• [WORK REQUIRED]:
Please find every line in the records below that contains the word "reading", and copy it.

SOURCE DATA Start Marker

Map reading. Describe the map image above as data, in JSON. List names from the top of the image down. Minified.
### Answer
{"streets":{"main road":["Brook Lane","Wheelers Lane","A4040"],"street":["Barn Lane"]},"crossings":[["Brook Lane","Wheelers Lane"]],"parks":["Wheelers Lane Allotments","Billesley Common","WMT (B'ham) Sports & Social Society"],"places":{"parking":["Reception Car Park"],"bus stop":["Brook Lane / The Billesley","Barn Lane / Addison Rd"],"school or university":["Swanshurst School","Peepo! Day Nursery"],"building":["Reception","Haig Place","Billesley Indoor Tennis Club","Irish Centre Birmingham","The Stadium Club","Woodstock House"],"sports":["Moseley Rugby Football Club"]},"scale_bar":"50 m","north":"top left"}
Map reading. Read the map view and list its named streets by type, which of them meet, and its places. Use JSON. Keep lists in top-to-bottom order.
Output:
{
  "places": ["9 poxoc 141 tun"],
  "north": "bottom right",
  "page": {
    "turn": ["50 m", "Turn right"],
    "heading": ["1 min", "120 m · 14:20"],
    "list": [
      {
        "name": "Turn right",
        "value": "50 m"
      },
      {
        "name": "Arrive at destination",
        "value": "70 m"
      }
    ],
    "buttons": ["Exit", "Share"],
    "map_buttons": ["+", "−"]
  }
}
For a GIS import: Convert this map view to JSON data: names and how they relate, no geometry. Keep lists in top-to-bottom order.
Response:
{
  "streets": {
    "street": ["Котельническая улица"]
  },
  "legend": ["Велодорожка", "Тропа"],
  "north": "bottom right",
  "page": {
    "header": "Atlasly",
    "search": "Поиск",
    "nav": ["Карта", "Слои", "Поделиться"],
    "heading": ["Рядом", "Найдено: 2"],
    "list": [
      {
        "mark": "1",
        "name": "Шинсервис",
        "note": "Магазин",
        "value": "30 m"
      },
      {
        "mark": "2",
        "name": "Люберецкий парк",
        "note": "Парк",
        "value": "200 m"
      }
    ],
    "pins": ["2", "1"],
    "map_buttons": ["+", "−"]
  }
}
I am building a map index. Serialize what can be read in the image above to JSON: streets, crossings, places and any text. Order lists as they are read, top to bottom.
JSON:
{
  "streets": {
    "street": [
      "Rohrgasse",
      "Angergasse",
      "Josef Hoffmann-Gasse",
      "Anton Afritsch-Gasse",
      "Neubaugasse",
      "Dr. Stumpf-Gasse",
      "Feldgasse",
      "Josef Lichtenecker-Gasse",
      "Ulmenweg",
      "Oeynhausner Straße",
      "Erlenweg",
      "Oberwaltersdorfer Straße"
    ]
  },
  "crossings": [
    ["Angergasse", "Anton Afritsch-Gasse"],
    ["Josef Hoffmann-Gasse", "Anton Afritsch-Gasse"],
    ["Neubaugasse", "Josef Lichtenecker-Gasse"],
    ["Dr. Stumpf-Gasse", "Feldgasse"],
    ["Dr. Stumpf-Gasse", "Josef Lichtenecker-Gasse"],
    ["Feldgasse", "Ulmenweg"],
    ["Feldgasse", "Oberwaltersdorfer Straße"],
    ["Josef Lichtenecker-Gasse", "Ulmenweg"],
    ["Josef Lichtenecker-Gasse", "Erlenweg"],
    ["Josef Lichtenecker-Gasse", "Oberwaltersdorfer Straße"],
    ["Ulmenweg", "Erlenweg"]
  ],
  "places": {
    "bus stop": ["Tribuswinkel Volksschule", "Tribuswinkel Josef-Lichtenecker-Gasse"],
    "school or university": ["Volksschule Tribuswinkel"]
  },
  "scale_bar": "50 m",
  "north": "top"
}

SOURCE DATA End Marker

• [ANSWER]:
Map reading. Describe the map image above as data, in JSON. List names from the top of the image down. Minified.
Map reading. Read the map view and list its named streets by type, which of them meet, and its places. Use JSON. Keep lists in top-to-bottom order.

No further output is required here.